Внизу я подписала телефон и адрес.


Нетерпение и беспокойство изматывали меня, я хотела было съездить к ее зеленой двери и положить письмо в ящик, но если бы мать заметила, что на нем нет штемпеля, она поняла бы, что я вторглась на ее территорию, и оттолкнула бы меня. Я доехала до ближайшего почтового отделения и отдала письмо им. Мне сказали, что до адресата оно дойдет на следующий день. Я поехала в избушку, успокоиться.


Ответа я не получила. Телефон не звонил, сообщения не пришло. Мейлов тоже не было. Я провела в избушке пять дней, чтобы сохранить в себе предвкушение: вот я возвращаюсь в город, а в почтовом ящике письмо.

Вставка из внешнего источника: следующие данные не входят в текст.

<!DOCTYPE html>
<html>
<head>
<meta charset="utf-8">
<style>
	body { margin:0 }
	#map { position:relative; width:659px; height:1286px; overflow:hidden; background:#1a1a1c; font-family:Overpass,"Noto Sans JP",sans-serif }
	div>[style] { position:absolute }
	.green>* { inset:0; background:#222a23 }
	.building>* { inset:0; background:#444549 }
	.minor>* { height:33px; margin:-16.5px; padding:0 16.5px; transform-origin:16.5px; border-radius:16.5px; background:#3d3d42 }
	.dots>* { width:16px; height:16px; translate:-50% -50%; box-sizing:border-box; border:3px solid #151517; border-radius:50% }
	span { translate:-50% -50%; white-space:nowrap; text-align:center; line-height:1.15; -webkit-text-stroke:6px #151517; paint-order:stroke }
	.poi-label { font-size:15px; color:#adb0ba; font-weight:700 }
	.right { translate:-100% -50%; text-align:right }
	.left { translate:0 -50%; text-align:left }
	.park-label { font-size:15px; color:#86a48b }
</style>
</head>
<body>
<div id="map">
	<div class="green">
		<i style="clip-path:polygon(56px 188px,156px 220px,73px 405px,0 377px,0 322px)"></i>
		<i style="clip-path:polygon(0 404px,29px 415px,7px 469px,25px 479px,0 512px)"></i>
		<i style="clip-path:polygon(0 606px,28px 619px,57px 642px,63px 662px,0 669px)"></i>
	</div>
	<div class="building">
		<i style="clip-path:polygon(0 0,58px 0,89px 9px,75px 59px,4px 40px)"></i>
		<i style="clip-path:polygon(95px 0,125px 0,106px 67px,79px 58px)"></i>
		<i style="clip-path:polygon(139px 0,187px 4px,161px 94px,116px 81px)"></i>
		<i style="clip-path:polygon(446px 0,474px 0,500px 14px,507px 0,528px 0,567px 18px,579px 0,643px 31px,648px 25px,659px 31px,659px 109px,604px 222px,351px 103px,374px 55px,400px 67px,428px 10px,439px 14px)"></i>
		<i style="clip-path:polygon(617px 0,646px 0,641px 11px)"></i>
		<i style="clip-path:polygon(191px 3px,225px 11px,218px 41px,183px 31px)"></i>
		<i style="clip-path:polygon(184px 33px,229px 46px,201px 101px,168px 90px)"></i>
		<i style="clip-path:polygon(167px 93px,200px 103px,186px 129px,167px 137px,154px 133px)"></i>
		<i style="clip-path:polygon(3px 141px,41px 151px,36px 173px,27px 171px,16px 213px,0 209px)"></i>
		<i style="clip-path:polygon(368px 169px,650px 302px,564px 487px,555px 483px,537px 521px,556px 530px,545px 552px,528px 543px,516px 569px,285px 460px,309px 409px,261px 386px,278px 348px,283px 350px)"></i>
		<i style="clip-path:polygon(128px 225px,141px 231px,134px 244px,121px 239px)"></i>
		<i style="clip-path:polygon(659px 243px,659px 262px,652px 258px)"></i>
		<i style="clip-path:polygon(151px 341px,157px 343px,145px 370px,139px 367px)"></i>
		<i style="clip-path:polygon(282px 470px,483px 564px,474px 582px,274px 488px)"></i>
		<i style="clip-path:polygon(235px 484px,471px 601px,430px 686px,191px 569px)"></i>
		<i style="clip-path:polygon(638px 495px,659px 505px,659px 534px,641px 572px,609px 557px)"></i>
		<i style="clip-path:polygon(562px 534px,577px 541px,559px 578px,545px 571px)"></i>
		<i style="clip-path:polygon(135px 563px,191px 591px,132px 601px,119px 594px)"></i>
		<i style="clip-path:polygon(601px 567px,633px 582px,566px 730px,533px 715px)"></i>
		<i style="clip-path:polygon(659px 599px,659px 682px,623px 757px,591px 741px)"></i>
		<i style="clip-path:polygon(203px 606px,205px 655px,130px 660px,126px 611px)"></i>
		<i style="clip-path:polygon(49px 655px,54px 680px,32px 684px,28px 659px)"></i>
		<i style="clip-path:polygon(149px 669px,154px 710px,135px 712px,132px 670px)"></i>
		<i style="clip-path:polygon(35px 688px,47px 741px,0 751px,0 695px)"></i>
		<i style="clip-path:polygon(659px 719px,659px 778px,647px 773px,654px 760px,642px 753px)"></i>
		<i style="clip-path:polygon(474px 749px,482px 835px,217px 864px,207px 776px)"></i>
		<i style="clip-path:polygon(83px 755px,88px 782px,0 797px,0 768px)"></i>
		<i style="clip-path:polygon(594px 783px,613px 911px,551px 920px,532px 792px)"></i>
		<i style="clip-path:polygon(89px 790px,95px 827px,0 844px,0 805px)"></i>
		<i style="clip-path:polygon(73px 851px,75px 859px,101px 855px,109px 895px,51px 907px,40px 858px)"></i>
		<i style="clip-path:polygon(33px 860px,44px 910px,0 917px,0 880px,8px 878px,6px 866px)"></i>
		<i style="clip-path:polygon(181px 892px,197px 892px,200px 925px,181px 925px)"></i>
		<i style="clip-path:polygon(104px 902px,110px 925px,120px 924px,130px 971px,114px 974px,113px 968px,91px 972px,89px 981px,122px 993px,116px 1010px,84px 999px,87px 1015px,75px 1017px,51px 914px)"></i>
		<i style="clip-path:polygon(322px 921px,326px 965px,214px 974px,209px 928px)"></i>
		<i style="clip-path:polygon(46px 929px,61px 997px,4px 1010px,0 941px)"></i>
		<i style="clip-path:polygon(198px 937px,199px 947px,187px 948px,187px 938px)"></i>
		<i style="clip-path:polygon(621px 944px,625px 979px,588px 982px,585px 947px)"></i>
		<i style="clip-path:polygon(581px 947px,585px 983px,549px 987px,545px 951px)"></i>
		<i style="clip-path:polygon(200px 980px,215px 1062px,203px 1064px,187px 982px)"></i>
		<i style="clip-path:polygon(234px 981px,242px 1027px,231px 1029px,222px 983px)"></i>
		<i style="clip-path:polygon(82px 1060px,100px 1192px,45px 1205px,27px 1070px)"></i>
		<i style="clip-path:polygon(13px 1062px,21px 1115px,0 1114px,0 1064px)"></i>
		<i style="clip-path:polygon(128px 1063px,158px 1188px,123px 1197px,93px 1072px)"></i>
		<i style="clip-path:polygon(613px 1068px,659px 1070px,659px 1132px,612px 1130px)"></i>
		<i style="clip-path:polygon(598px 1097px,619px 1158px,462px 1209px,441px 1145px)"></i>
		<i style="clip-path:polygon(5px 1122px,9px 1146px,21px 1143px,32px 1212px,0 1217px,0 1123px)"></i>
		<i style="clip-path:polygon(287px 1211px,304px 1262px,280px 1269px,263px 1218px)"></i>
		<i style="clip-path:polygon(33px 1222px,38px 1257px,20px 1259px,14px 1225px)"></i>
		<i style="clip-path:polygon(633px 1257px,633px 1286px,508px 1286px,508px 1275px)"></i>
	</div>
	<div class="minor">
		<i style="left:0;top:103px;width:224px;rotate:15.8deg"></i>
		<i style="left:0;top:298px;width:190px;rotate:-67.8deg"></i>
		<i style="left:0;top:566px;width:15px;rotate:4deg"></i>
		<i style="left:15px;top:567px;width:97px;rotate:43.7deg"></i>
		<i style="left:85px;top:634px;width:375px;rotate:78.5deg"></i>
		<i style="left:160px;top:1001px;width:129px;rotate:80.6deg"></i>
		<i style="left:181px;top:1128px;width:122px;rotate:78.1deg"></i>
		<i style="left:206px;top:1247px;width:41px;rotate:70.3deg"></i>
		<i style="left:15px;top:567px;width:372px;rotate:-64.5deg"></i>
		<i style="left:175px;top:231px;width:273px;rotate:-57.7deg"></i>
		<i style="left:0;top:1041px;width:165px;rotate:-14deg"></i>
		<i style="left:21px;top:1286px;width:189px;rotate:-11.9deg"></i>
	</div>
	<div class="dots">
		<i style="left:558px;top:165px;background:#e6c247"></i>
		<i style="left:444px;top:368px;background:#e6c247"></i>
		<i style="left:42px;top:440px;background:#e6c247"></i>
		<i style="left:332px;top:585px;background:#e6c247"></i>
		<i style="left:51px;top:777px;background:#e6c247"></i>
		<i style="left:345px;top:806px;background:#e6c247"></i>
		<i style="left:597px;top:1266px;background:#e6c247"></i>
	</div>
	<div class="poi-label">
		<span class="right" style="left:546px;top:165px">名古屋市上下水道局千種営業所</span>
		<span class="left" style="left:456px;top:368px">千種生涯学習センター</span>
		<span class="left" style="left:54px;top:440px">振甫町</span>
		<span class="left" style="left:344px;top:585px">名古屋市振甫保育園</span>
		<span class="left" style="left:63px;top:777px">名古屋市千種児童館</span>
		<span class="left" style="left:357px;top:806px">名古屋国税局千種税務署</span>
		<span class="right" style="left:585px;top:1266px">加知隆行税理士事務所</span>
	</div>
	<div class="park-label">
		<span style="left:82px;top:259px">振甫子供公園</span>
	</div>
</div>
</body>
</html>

Ящик оказался пуст. Порой маленькие конверты могут затеряться среди рекламных буклетов. Мать не привыкла получать письма, не ждет их, в конвертах ей разве что счета приходят, и поэтому всю остальную бумагу из почтового ящика она выкидывает в контейнер для бумаги, не проверяя, не затерялось ли между буклетами из супермаркетов письмо. Я написала ей сообщение: «Я отправила тебе письмо, ты его получила?» Она не ответила.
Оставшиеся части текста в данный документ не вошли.